Airlines awarded $1 billion in military contracts since October
NEW YORK (AP) – Commercial airlines have been awarded more than $1 billion in military contracts since October as the war in Iraq increased demand for transporting troops, supplies and humanitarian goods to the region, military officials said Wednesday. Separately, an airline industry trade group on Wednesday said the three-week-old military conflict has devastated its business, especially internationally, and it reiterated a plea for billions in federal aid.
Officials at the U.S. Air Force Air Mobility Command, which oversees airlift services for the Department of Defense, told The Associated Press that $1.06 billion was awarded to civilian airlines between Oct. 1 and March 3.
Last month, the agency estimated that charter airlift expenditures for fiscal year 2003 would amount to about $618 million.
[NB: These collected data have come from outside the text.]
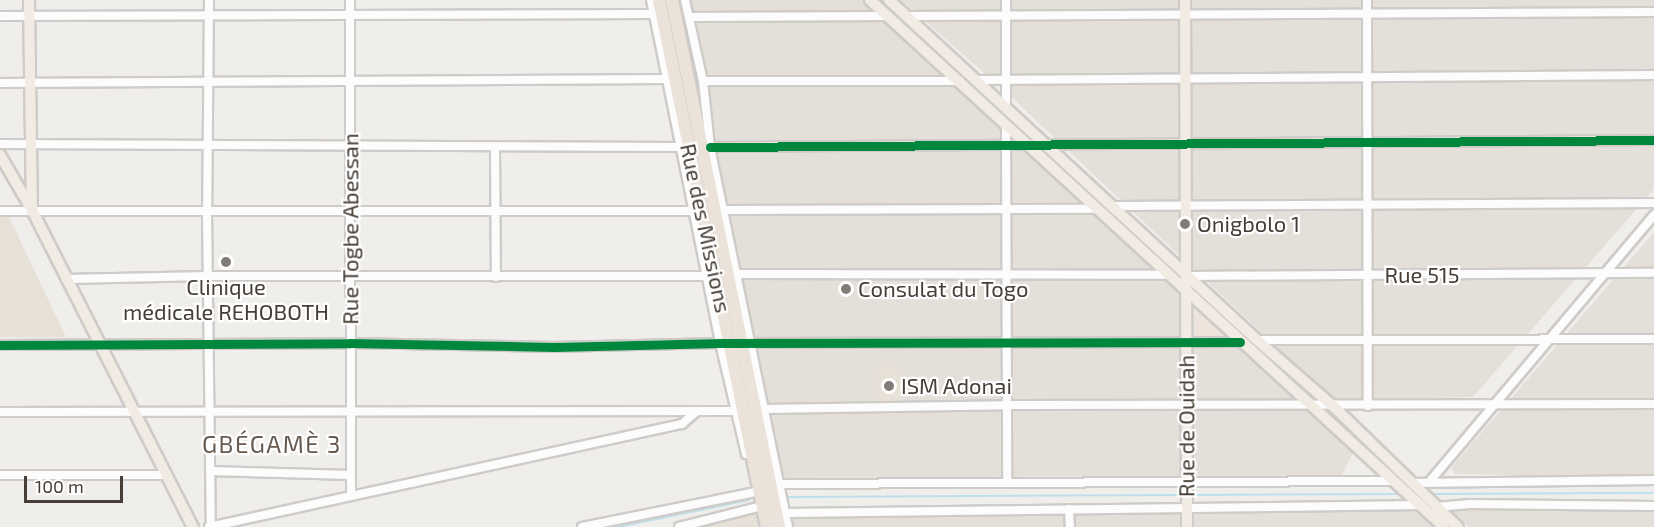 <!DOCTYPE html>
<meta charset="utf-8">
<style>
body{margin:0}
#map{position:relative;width:1654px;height:527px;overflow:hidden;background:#f0eeeb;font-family:"Exo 2",sans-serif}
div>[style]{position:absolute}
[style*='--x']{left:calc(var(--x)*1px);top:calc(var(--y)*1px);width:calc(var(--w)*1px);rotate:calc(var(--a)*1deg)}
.residential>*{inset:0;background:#e4dfd8}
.commercial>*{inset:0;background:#efe4db}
.education>*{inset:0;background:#e6e0d7}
.stream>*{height:2px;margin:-1px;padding:0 1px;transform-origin:1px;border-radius:1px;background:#bde0ec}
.roads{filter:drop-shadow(2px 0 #cecbc8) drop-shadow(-2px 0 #cecbc8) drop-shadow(0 2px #cecbc8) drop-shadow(0 -2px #cecbc8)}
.minor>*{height:8px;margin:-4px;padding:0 4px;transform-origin:4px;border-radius:4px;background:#fdfcfc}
.major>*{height:10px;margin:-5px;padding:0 5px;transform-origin:5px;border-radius:5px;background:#f1ebe4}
.highway>*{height:12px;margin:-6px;padding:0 6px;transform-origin:6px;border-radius:6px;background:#ebe3da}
.cycleway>*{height:9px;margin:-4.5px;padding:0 4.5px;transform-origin:4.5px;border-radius:4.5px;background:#00873e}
.dots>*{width:16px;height:16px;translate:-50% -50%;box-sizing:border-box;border:3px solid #fff;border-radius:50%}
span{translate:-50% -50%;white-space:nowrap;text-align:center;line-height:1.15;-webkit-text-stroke:4.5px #fff;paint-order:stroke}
.poi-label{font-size:22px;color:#463e37}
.left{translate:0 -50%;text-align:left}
.street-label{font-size:22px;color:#463e37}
.neighbourhood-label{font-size:24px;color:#685a4f;letter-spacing:1.5px}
.scale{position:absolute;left:24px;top:476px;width:99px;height:27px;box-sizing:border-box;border:3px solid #463e37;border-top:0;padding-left:8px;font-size:18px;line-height:21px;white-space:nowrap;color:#463e37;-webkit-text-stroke:4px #fff;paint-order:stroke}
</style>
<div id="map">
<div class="residential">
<div style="clip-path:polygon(680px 0,864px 0,1191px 302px,1191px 336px,1229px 336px,1353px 453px,1342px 475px,783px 478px)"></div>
<div style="clip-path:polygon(901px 0,1654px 0,1654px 189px,1473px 397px,1333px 400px,1007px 93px)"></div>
<div style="clip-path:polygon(1654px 232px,1654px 477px,1455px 474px,1451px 468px)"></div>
<div style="clip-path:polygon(1654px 509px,1654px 527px,1469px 527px,1450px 510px)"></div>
<div style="clip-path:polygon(1416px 510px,1435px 527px,1191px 527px,1191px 513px)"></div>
<div style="clip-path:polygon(1183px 513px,1183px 527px,784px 527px,782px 518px)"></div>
</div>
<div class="commercial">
<div style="clip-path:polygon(1191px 302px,1229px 336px,1191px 336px)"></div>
</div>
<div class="education">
<div style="clip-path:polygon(0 217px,9px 217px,66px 337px,0 337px)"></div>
<div style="clip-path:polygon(878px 366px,900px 366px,900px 405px,879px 406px)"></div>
<div style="clip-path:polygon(757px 513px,759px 527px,692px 527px)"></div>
</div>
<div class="stream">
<div style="--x:1429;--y:494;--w:225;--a:-0.3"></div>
<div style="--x:1192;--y:495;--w:210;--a:-0.3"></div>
<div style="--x:788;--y:497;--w:395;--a:-0.3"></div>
<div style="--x:618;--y:527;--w:134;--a:-11.6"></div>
</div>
<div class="roads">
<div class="minor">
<div style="--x:209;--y:0;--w:212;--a:90.5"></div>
<div style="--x:207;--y:212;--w:315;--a:89.3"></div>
<div style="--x:350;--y:0;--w:494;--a:89.9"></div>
<div style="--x:651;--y:0;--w:350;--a:78.6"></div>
<div style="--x:720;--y:343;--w:114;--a:76.8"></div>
<div style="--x:685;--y:0;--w:83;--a:77.5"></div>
<div style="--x:703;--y:81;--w:66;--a:83.9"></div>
<div style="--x:710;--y:147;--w:388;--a:78.4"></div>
<div style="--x:1006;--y:0;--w:108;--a:90"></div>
<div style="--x:1367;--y:0;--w:406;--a:89.9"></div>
<div style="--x:0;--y:16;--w:654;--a:-0.18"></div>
<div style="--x:906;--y:16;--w:748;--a:-0.31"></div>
<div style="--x:689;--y:17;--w:198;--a:-0.3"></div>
<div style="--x:976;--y:80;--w:678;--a:-0.42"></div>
<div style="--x:703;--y:81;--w:257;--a:0"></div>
<div style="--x:0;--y:83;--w:667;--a:-0.34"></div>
<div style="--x:1006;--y:125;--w:358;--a:89.8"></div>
<div style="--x:0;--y:144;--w:680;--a:0.25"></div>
<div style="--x:495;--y:146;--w:131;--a:89.6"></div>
<div style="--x:710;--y:147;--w:944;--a:-0.42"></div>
<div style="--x:1112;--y:206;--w:542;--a:-0.32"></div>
<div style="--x:723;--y:210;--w:374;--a:-0.2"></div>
<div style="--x:0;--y:211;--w:693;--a:0"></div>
<div style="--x:737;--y:274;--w:433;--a:0.1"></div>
<div style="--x:1189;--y:276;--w:465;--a:-0.4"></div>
<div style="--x:66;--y:279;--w:142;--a:-1.2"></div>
<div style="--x:208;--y:276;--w:500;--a:0"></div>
<div style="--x:1257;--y:340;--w:397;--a:-0.1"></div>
<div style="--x:0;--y:345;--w:350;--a:-0.3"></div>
<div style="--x:350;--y:343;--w:204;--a:1.1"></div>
<div style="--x:554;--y:347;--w:166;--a:-1.4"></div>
<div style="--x:720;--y:343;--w:520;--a:-0.11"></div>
<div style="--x:764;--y:409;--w:243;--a:-0.9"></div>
<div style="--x:1007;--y:405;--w:647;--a:-0.09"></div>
<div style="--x:0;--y:412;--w:736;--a:-0.08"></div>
<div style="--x:210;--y:471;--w:141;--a:1.6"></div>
<div style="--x:0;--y:475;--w:166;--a:0"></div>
<div style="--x:1430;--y:481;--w:348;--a:-49.9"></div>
<div style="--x:1412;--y:483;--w:242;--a:-0.7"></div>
<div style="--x:778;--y:484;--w:616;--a:-0.28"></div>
<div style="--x:1436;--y:507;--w:34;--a:-5"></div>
<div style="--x:1470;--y:504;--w:184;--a:0.6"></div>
<div style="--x:1069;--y:509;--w:18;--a:87"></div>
<div style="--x:785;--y:513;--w:636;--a:-0.72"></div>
<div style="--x:209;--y:527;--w:484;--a:-12.3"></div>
<div style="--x:682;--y:424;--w:18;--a:-41"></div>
<div style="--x:582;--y:527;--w:177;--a:-11.4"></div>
<div style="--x:679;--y:527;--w:81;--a:-14.2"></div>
</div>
<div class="major">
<div style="--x:29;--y:0;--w:207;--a:89.2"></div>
<div style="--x:870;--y:0;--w:779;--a:42.56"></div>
<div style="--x:889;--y:0;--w:501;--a:42.74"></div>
<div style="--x:1257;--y:340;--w:101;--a:41"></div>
<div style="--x:1333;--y:406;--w:174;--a:44.1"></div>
<div style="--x:1185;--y:0;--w:527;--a:89.78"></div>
<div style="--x:0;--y:155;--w:64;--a:59.8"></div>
<div style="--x:32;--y:210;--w:356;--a:63.1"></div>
</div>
<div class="highway">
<div style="--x:659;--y:0;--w:538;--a:78.42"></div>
<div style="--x:672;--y:0;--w:538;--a:78.52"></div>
</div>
</div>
<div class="cycleway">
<div style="--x:710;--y:147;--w:944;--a:-0.42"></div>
<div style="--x:0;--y:345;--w:350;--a:-0.3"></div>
<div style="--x:350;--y:343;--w:204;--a:1.1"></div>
<div style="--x:554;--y:347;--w:166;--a:-1.4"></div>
<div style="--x:720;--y:343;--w:520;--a:-0.11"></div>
</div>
<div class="dots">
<div style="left:1185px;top:224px;background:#827c76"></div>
<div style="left:226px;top:262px;background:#827c76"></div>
<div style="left:846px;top:289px;background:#827c76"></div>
<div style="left:889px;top:386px;background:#827c76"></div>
</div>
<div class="poi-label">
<span class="left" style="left:1197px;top:224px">Onigbolo 1</span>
<span style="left:226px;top:299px">Clinique<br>médicale REHOBOTH</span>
<span class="left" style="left:858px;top:289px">Consulat du Togo</span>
<span class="left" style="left:901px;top:386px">ISM Adonai</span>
</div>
<div class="street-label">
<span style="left:706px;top:228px;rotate:78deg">Rue des Missions</span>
<span style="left:350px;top:229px;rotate:-90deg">Rue Togbe Abessan</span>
<span style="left:1422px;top:275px">Rue 515</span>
<span style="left:1186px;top:426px;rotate:-90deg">Rue de Ouidah</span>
</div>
<div class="neighbourhood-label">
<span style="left:272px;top:444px">GBÉGAMÈ 3</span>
</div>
<div class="scale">100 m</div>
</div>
Although Air Mobility Command would not break out the value of individual contracts, companies that routinely provide military airlift services include American Airlines, United Airlines and cargo carriers such as Atlas Air. More than 30 companies have contracts with the military.
“It has given us additional revenue at a time when we surely could use it,” United spokesman Joe Hopkins said of the military airlift services.
In fiscal year 2002, when the United States invaded Afghanistan, a total of $1.38 billion was paid to commercial air carriers, according to Lt. Col. Scott D. Ross, a spokesman for the U.S. Transportation Command at Scott Air Force Base, Ill. The year before that, commercial airlines received $671 million, he said.
While carriers have picked up some business as a result of the war, the decline in leisure and corporate travel has had a far greater impact, industry officials said. The Air Transport Association, the main trade group for U.S. carriers, has said the war could widen the industry’s losses in 2003 by $4 billion.
On Wednesday, the trade group reported that systemwide traffic was down 17.4 percent for the week ended April 6, compared with a year ago. Two weeks earlier, the year-over-year decline was 10 percent.
The steepest drop in demand since the start of the war occurred in trans-Pacific travel, the group said, highlighting the impact of a puzzling lethal illness that is believed to have originated in China.
For the week ended Sunday, traffic in the Pacific region was down 25.8 percent compared with a year earlier. Two weeks ago, travel demand there was down 13 percent.
Carriers around the globe have reduced service to the region and some have begun making protective face masks available to passengers and flight crews.
“The world situation continues to play havoc with the airline marketplace,” Jim May, the trade group’s president said. May also reiterated the industry’s plea for federal aid.
The House and Senate have approved separate aid packages in their supplemental budget proposals. The Senate plan is worth about $2.7 billion. The House’s proposal is for roughly $3.2 billion. The Bush administration has called both proposals excessive.
Domestically, passenger traffic was down 14.7 percent for the week ended April 6. When the war began, domestic travel was down just 7 percent.